Progressive Spatial Recurrent Neural Network for Intra Prediction
This work addresses the inefficiency of traditional intra prediction modes in handling complex textures for video compression, offering a practical improvement for codec performance.
The paper tackles the problem of intra prediction in video codecs by designing a Progressive Spatial Recurrent Neural Network (PS-RNN) that learns to generate predictions, achieving an average 2.5% bit-rate reduction under the same reconstruction quality compared to HEVC.

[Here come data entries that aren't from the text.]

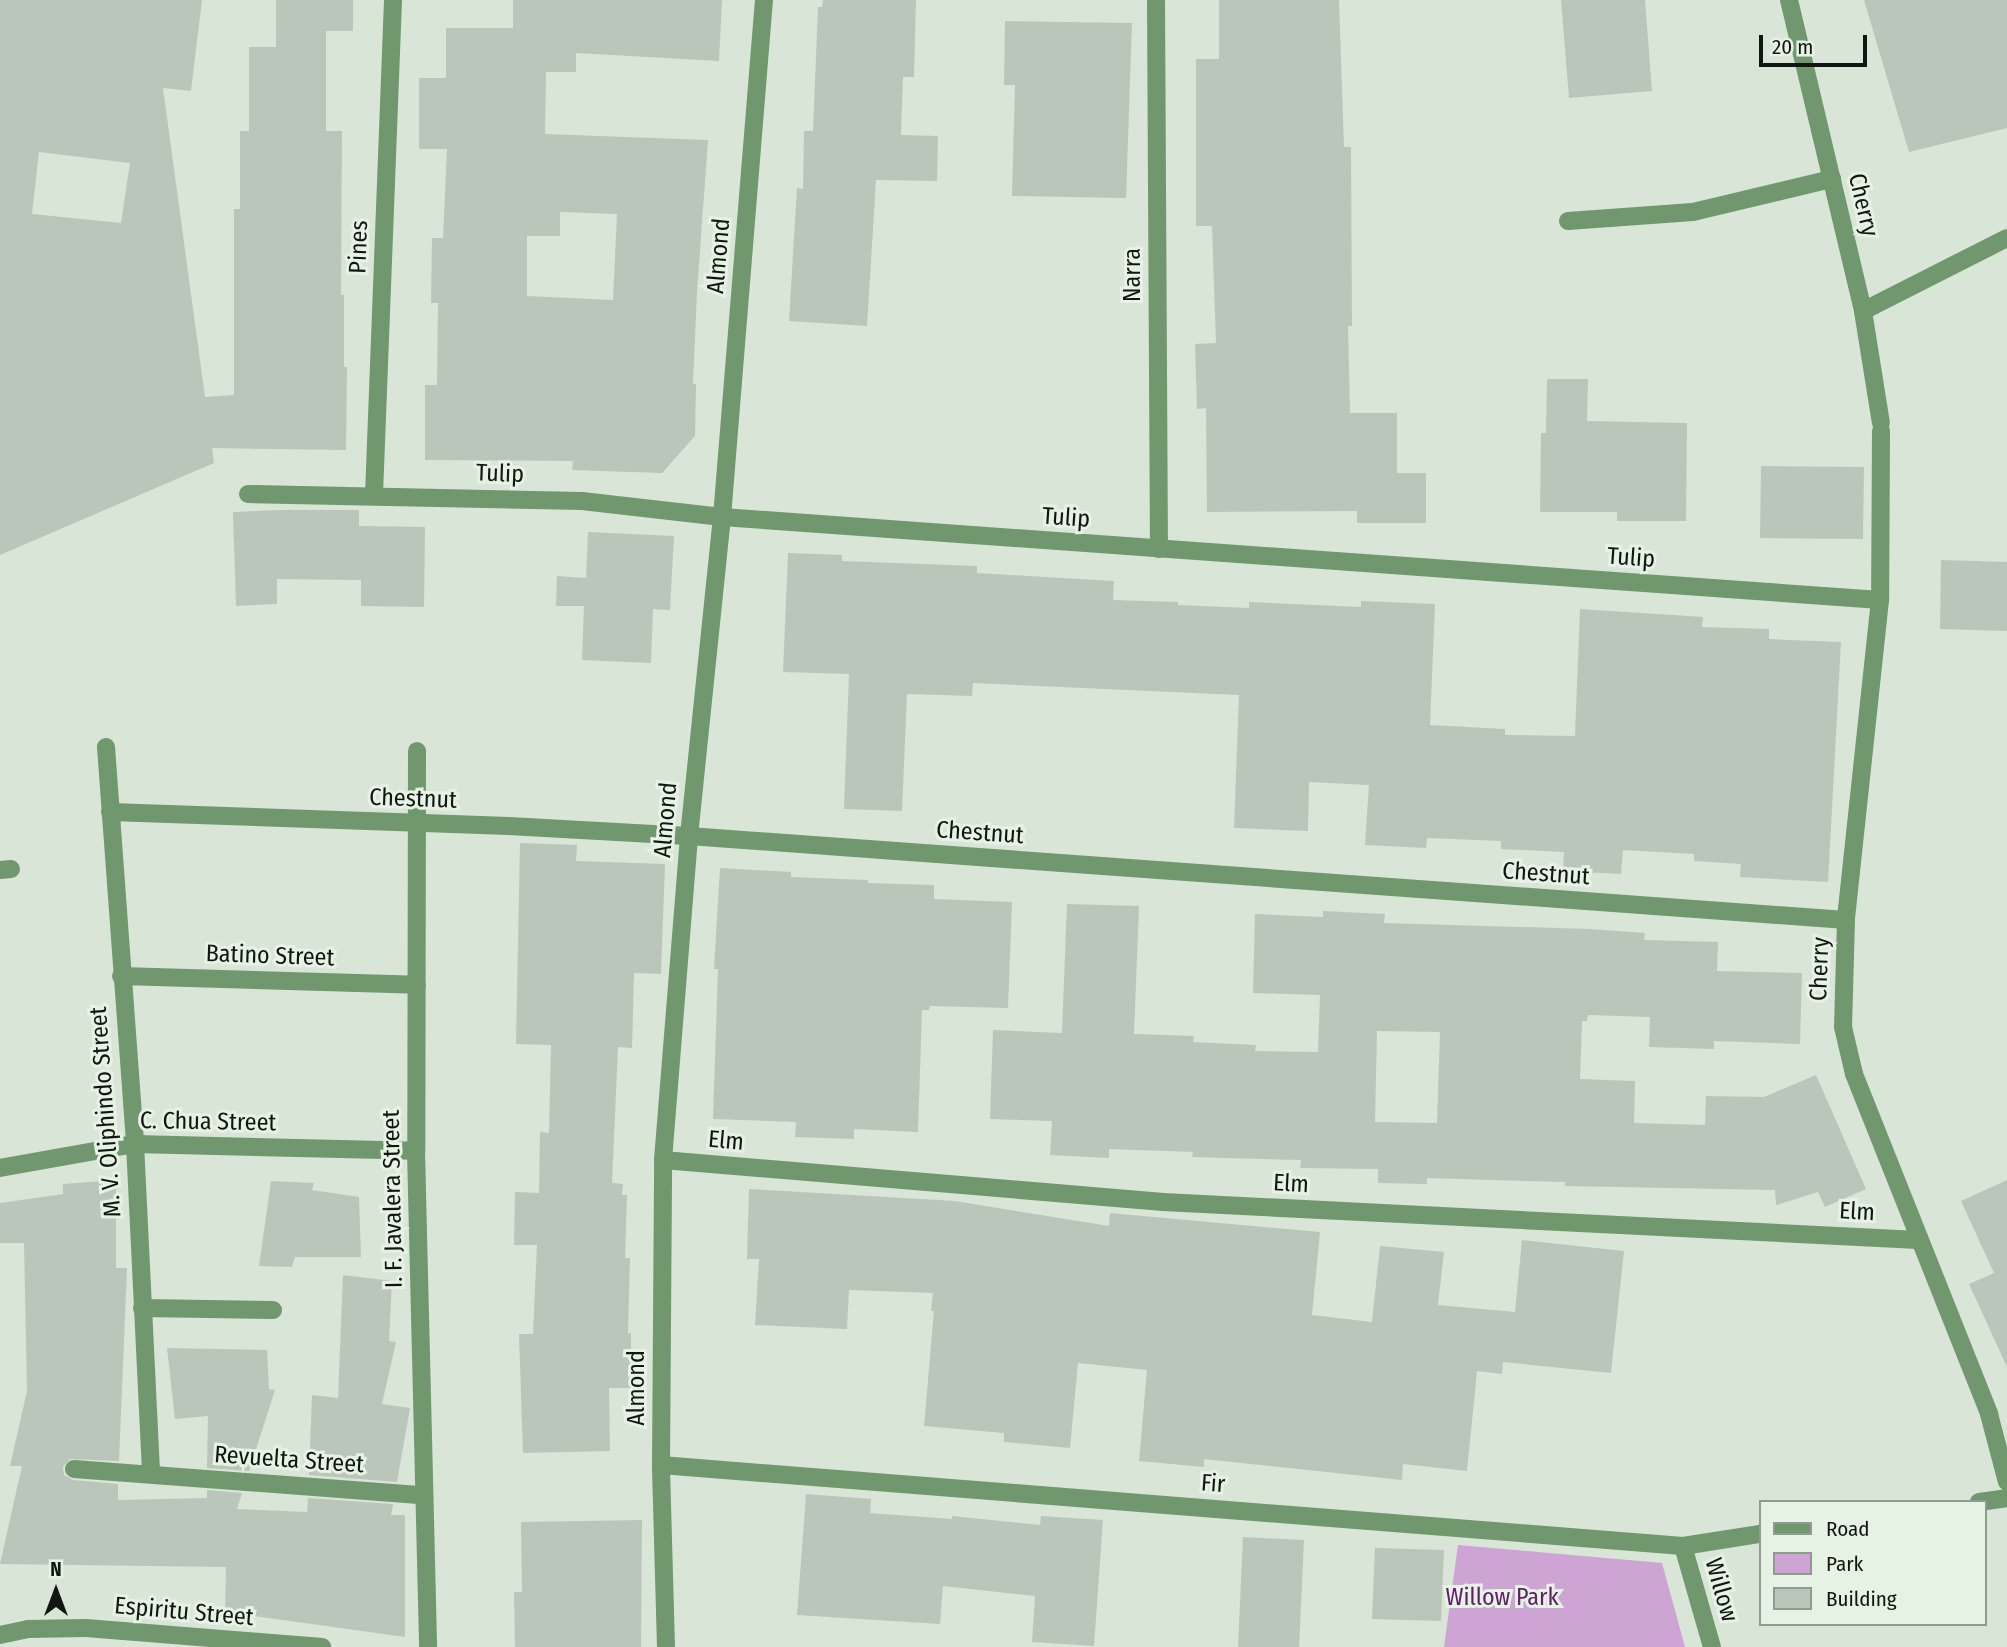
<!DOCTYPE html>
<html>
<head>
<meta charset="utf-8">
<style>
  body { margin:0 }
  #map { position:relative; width:2007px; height:1647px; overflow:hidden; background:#d8e5d7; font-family:"Fira Sans Condensed",sans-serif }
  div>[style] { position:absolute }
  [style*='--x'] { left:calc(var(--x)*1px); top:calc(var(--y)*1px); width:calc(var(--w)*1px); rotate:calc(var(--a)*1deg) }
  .green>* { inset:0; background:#cda4d3 }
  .building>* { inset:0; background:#bac6b9 }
  .minor>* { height:18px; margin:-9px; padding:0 9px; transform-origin:9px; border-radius:9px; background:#70976d }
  span { translate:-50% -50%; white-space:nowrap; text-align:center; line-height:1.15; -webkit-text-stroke:6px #e5f2e4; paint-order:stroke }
  .street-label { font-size:24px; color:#121612 }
  .park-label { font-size:24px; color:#62206b }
  .legend { position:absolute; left:1759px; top:1500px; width:228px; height:126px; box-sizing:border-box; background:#e5f2e4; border:2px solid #919a90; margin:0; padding:9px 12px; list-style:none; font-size:21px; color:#121612 }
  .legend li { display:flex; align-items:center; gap:14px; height:35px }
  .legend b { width:35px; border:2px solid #919a90 }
  .north { position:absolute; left:21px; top:1556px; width:70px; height:70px; -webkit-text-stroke:5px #e5f2e4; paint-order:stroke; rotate:0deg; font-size:19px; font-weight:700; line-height:28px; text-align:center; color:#121612 }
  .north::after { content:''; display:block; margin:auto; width:24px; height:32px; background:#121612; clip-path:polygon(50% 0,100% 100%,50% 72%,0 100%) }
  .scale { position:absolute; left:1759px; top:35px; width:108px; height:32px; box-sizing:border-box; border:4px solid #121612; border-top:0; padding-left:9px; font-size:21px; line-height:24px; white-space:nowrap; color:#121612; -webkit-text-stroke:5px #e5f2e4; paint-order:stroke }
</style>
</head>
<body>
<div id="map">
  <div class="green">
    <div style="clip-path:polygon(1458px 1545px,1662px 1563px,1685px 1647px,1444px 1647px)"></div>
  </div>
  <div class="building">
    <div style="clip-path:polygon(evenodd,0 0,202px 0,191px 91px,163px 88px,205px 397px,234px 395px,234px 209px,240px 209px,240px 131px,249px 131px,249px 47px,276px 47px,276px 0,353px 0,353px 31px,326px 31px,326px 131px,342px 131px,341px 295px,344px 295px,344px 367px,347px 367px,346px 450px,212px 448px,214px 463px,0 555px,0 0,39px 152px,130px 163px,121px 223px,32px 214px,39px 152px)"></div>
    <div style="clip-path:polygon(evenodd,513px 0,722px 0,719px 61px,576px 53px,576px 72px,546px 72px,545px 134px,708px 140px,697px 292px,693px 384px,696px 384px,695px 436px,662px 473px,572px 470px,573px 461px,425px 460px,425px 385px,437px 385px,438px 303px,431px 303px,432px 238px,443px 238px,447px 149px,419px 149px,419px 78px,446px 78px,446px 28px,513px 28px,513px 0,560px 212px,617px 214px,613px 300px,527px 296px,527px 236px,560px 236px,560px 212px)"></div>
    <div style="clip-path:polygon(823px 0,916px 0,914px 77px,903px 77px,901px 135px,938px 136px,937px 181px,876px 180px,867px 326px,789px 321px,797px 188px,803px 189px,804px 131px,813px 131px,818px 7px,822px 7px)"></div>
    <div style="clip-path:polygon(1219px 0,1339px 0,1344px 147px,1351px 147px,1352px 326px,1348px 326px,1350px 413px,1397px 413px,1397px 473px,1426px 473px,1426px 523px,1357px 523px,1357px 511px,1207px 512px,1206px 408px,1197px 409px,1195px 344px,1216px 343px,1212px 226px,1196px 226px,1196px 59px,1219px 59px)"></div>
    <div style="clip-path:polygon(1561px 0,1645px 0,1652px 91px,1569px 98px)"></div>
    <div style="clip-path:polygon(1864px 0,2007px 0,2007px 128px,1909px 152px)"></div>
    <div style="clip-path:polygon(1005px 21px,1132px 23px,1126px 198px,1012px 196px,1015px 85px,1004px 85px)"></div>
    <div style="clip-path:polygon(1547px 379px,1588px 379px,1587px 421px,1687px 423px,1686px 521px,1617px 521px,1617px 512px,1540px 512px,1541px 433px,1546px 433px)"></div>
    <div style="clip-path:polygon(1761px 466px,1864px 467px,1863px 539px,1760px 538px)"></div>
    <div style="clip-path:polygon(277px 510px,359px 510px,359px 526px,425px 527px,424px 607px,361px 606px,361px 580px,277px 579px,277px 604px,236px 606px,233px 512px)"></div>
    <div style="clip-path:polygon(588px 532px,674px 536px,670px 610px,653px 609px,651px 663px,582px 660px,584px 606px,556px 606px,557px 576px,586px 578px)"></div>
    <div style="clip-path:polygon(788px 553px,842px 555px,842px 561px,977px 566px,977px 573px,1114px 581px,1113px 600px,1178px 602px,1178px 605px,1249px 608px,1249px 602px,1361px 607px,1361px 601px,1435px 604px,1430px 725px,1505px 729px,1505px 735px,1575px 736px,1580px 609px,1703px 617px,1702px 627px,1769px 629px,1769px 639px,1841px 642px,1828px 882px,1740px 877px,1741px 864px,1694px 861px,1694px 854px,1623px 850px,1621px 874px,1563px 871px,1564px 852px,1501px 849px,1501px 841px,1427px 838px,1426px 848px,1365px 845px,1369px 785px,1309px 782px,1308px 831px,1234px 828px,1239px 695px,973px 683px,972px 696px,907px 694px,902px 811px,844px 809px,849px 674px,783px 672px)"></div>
    <div style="clip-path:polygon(1941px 560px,2007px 562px,2007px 631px,1940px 629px)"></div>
    <div style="clip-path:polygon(520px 843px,577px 845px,576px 861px,665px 864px,661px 974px,634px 973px,632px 1048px,618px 1047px,612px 1183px,623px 1184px,622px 1195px,627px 1195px,625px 1258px,630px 1258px,628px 1333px,631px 1333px,631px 1388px,609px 1388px,610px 1451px,523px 1453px,519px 1334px,533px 1334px,537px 1245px,514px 1245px,515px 1192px,539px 1193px,540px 1132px,549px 1133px,551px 1045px,516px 1044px)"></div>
    <div style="clip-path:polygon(720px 868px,791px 872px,791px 877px,868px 880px,868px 883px,934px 885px,934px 899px,1012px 902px,1008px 1008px,930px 1006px,929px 1010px,922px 1010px,918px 1132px,854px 1129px,854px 1139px,795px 1137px,796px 1122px,713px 1119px,718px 969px,714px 969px)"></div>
    <div style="clip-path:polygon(evenodd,1067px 904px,1139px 906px,1134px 1034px,1194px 1036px,1193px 1042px,1256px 1045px,1255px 1051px,1318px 1052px,1320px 995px,1253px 993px,1255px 914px,1323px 917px,1323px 911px,1385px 914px,1384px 923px,1590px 929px,1645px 933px,1644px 940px,1718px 942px,1717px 971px,1802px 973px,1800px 1044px,1714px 1041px,1714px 1049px,1649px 1047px,1650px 1017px,1588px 1015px,1587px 1021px,1582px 1021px,1580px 1079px,1635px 1081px,1634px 1123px,1705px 1125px,1706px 1096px,1764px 1097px,1816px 1075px,1866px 1189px,1825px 1207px,1818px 1192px,1776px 1205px,1775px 1190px,1565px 1186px,1565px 1182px,1492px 1180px,1427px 1178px,1427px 1184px,1378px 1183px,1378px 1169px,1300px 1168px,1301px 1160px,1192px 1157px,1193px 1152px,1109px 1149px,1109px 1158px,1050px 1155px,1052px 1121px,990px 1119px,993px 1030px,1062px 1033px,1067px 904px,1377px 1031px,1440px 1032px,1437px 1123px,1375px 1122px,1377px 1031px)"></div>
    <div style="clip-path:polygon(116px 1180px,116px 1268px,127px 1268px,119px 1461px,70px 1459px,63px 1467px,64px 1475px,73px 1480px,118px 1484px,118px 1500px,207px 1498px,207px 1490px,242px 1493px,237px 1509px,307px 1512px,308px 1498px,393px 1504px,391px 1515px,405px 1515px,405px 1637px,225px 1612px,226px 1567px,0 1564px,22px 1466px,10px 1466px,27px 1391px,24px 1243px,0 1243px,0 1203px,63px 1194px,63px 1184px)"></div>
    <div style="clip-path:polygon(2007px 1180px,2007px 1367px,1969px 1284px,1994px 1273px,1961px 1201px)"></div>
    <div style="clip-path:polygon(271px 1181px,314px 1183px,312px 1190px,359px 1197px,361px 1257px,295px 1257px,292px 1267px,259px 1266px)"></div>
    <div style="clip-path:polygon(749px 1189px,955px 1201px,1109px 1226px,1110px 1213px,1320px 1232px,1312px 1315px,1372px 1322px,1380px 1246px,1444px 1252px,1438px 1305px,1515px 1312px,1522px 1240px,1624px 1251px,1611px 1373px,1503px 1362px,1502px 1374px,1477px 1371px,1467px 1471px,1403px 1464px,1402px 1480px,1204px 1459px,1204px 1467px,1139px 1461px,1147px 1370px,1078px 1363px,1070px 1448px,1004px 1442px,1004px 1433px,924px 1426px,934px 1311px,931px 1311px,933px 1293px,849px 1290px,847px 1329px,755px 1325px,759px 1259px,747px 1259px)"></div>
    <div style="clip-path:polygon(343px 1275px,392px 1281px,389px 1341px,396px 1342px,382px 1404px,410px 1408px,397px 1482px,309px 1475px,312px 1395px,338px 1398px)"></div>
    <div style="clip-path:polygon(167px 1348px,267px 1350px,269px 1389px,275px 1390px,249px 1471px,207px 1468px,208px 1416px,175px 1419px)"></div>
    <div style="clip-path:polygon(806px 1494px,871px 1499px,870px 1513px,952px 1519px,952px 1516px,1040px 1525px,1041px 1516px,1103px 1520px,1094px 1646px,1032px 1642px,1035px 1596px,943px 1586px,940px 1624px,797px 1615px)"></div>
    <div style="clip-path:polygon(642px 1520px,641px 1647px,515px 1647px,514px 1592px,522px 1592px,521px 1522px)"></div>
    <div style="clip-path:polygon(1243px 1537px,1304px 1540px,1299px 1647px,1238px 1647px)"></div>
    <div style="clip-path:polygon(1375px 1548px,1444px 1550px,1441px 1621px,1372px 1619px)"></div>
  </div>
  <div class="minor">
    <div style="--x:1156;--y:0;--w:549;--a:89.69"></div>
    <div style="--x:1789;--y:0;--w:320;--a:76.6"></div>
    <div style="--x:1863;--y:311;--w:113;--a:80.9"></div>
    <div style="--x:1568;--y:221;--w:125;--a:-4.1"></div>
    <div style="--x:1693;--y:212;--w:143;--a:-13.4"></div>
    <div style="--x:1863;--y:311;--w:161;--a:-26.9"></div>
    <div style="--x:1881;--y:431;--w:169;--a:90.3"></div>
    <div style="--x:1880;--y:600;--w:322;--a:96.1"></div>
    <div style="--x:1846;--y:920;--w:107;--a:91.6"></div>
    <div style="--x:1843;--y:1027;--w:48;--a:76.8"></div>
    <div style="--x:1854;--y:1074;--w:366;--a:68.3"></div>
    <div style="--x:1989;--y:1414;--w:70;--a:75.2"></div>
    <div style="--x:248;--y:494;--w:334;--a:1.2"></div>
    <div style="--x:582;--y:501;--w:141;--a:6.5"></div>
    <div style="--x:722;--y:517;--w:1161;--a:4.1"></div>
    <div style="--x:374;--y:495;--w:495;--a:-87.8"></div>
    <div style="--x:106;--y:747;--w:398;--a:85.8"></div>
    <div style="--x:135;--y:1144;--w:330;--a:87.2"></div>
    <div style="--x:417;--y:751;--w:400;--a:90.1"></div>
    <div style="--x:416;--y:1151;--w:496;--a:88.6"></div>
    <div style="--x:110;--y:812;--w:399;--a:2"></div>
    <div style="--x:509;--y:826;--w:180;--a:3.2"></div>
    <div style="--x:689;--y:836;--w:1160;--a:4.15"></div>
    <div style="--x:0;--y:870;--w:11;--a:-5"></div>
    <div style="--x:121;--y:976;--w:296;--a:1.7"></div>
    <div style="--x:663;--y:1160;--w:502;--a:4.8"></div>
    <div style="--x:1163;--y:1202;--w:756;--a:2.88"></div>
    <div style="--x:0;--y:1168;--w:137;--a:-10.1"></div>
    <div style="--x:135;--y:1144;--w:281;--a:1.4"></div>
    <div style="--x:142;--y:1308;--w:131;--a:0.9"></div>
    <div style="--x:661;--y:1465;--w:1025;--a:4.53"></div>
    <div style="--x:1683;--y:1546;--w:78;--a:-8.9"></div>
    <div style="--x:74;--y:1469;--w:349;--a:4.3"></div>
    <div style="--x:1979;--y:1502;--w:28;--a:-8"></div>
    <div style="--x:1683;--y:1546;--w:105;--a:74"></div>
    <div style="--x:0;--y:1635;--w:29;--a:-12"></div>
    <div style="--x:28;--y:1629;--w:58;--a:-1"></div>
    <div style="--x:86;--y:1628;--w:237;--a:4.6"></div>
    <div style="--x:666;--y:1647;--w:182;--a:-91.6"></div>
    <div style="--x:661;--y:1465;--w:305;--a:-89.6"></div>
    <div style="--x:663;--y:1160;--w:325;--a:-85.4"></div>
    <div style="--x:689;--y:836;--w:321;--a:-84.1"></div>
    <div style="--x:722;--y:517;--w:519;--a:-85.36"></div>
  </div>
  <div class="street-label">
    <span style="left:1863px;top:205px;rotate:77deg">Cherry</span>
    <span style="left:359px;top:247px;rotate:-88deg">Pines</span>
    <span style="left:719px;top:256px;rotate:-85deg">Almond</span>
    <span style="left:1133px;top:275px;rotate:-90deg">Narra</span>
    <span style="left:500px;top:474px;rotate:2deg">Tulip</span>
    <span style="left:1066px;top:518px;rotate:4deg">Tulip</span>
    <span style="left:1631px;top:558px;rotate:4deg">Tulip</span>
    <span style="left:413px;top:799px;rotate:2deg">Chestnut</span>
    <span style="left:666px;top:820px;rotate:-85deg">Almond</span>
    <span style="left:980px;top:833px;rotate:4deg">Chestnut</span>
    <span style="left:1546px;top:874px;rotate:4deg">Chestnut</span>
    <span style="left:270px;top:956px;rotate:2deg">Batino Street</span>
    <span style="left:1820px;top:969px;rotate:-88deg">Cherry</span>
    <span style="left:106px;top:1112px;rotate:-94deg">M. V. Oliphindo Street</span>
    <span style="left:208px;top:1122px;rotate:1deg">C. Chua Street</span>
    <span style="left:726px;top:1141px;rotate:5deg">Elm</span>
    <span style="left:1291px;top:1184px;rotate:3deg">Elm</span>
    <span style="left:393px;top:1199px;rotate:-91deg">I. F. Javalera Street</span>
    <span style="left:1857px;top:1212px;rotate:3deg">Elm</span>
    <span style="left:637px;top:1388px;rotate:-90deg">Almond</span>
    <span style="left:289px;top:1460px;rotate:4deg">Revuelta Street</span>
    <span style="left:1213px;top:1484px;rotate:4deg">Fir</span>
    <span style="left:1721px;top:1590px;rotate:74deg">Willow</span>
    <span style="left:184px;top:1612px;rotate:5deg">Espiritu Street</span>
  </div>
  <div class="park-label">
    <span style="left:1502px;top:1598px">Willow Park</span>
  </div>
  <ul class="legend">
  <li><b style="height:9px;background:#70976d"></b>Road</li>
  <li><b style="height:19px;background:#cda4d3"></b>Park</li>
  <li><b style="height:19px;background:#bac6b9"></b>Building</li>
  </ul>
  <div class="north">N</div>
  <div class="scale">20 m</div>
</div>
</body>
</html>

Intra prediction is an important component of modern video codecs, which is able to efficiently squeeze out the spatial redundancy in video frames. With preceding pixels as the context, traditional intra prediction schemes generate linear predictions based on several predefined directions (i.e. modes) for blocks to be encoded. However, these modes are relatively simple and their predictions may fail when facing blocks with complex textures, which leads to additional bits encoding the residue. In this paper, we design a Progressive Spatial Recurrent Neural Network (PS-RNN) that learns to conduct intra prediction. Specifically, our PS-RNN consists of three spatial recurrent units and progressively generates predictions by passing information along from preceding contents to blocks to be encoded. To make our network generate predictions considering both distortion and bit-rate, we propose to use Sum of Absolute Transformed Difference (SATD) as the loss function to train PS-RNN since SATD is able to measure rate-distortion cost of encoding a residue block. Moreover, our method supports variable-block-size for intra prediction, which is more practical in real coding conditions. The proposed intra prediction scheme achieves on average 2.5% bit-rate reduction on variable-block-size settings under the same reconstruction quality compared with HEVC.